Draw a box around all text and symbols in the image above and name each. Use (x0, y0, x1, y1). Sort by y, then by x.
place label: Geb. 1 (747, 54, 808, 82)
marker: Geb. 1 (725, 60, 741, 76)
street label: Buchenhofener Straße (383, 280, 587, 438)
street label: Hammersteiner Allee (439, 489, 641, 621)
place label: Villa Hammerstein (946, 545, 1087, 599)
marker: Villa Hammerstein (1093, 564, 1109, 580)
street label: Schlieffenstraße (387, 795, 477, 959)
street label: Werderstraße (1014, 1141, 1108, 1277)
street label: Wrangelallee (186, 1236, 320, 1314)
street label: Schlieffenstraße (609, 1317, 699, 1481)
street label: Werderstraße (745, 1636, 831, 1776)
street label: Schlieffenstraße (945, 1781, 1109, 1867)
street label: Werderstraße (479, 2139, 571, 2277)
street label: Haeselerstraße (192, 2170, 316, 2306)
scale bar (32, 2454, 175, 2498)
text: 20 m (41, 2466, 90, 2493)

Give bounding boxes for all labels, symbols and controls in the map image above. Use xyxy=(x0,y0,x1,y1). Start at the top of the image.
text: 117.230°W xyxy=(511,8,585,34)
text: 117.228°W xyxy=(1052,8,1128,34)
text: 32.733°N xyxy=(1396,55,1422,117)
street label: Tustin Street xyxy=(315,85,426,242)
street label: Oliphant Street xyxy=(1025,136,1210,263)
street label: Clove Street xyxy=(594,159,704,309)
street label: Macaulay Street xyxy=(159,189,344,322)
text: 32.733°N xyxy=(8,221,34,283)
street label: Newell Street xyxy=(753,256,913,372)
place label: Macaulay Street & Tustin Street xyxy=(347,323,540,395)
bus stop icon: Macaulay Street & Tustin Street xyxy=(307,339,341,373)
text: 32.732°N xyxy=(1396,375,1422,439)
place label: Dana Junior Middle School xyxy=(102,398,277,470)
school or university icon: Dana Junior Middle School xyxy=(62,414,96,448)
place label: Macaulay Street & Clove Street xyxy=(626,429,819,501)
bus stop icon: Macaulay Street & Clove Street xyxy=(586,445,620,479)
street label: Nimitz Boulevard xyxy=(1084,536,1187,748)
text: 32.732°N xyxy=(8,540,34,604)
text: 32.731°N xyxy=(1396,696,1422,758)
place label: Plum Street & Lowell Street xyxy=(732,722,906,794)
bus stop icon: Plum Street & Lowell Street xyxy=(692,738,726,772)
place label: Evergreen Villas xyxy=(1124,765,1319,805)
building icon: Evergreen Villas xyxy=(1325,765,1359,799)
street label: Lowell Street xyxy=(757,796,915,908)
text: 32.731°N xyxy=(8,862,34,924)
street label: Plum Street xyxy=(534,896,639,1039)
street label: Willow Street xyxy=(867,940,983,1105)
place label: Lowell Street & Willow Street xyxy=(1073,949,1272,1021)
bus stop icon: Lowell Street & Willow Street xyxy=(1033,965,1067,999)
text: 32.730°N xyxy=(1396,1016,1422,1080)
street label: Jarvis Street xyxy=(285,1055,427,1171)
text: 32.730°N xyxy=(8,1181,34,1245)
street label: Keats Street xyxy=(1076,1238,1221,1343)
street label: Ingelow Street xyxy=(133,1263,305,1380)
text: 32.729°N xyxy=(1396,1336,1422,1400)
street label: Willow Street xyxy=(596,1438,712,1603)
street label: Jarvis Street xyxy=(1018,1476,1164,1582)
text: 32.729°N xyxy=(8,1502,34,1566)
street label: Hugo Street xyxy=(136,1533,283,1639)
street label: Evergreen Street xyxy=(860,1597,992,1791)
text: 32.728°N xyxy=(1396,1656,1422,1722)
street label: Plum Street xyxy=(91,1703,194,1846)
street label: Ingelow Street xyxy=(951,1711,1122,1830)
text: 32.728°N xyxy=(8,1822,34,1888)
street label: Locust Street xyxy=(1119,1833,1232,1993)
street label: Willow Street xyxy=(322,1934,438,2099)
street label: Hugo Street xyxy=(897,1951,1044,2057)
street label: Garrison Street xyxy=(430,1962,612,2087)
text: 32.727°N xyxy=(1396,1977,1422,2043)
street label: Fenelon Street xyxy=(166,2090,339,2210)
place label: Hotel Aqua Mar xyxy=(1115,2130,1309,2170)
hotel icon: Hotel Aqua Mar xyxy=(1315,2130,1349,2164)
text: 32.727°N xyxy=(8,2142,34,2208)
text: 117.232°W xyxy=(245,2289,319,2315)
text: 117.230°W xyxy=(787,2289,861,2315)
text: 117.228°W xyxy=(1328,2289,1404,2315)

• **Assignment**
Since only a number is wanted, please say how many lines in the data include the word "Lowell".

• **Written response**
5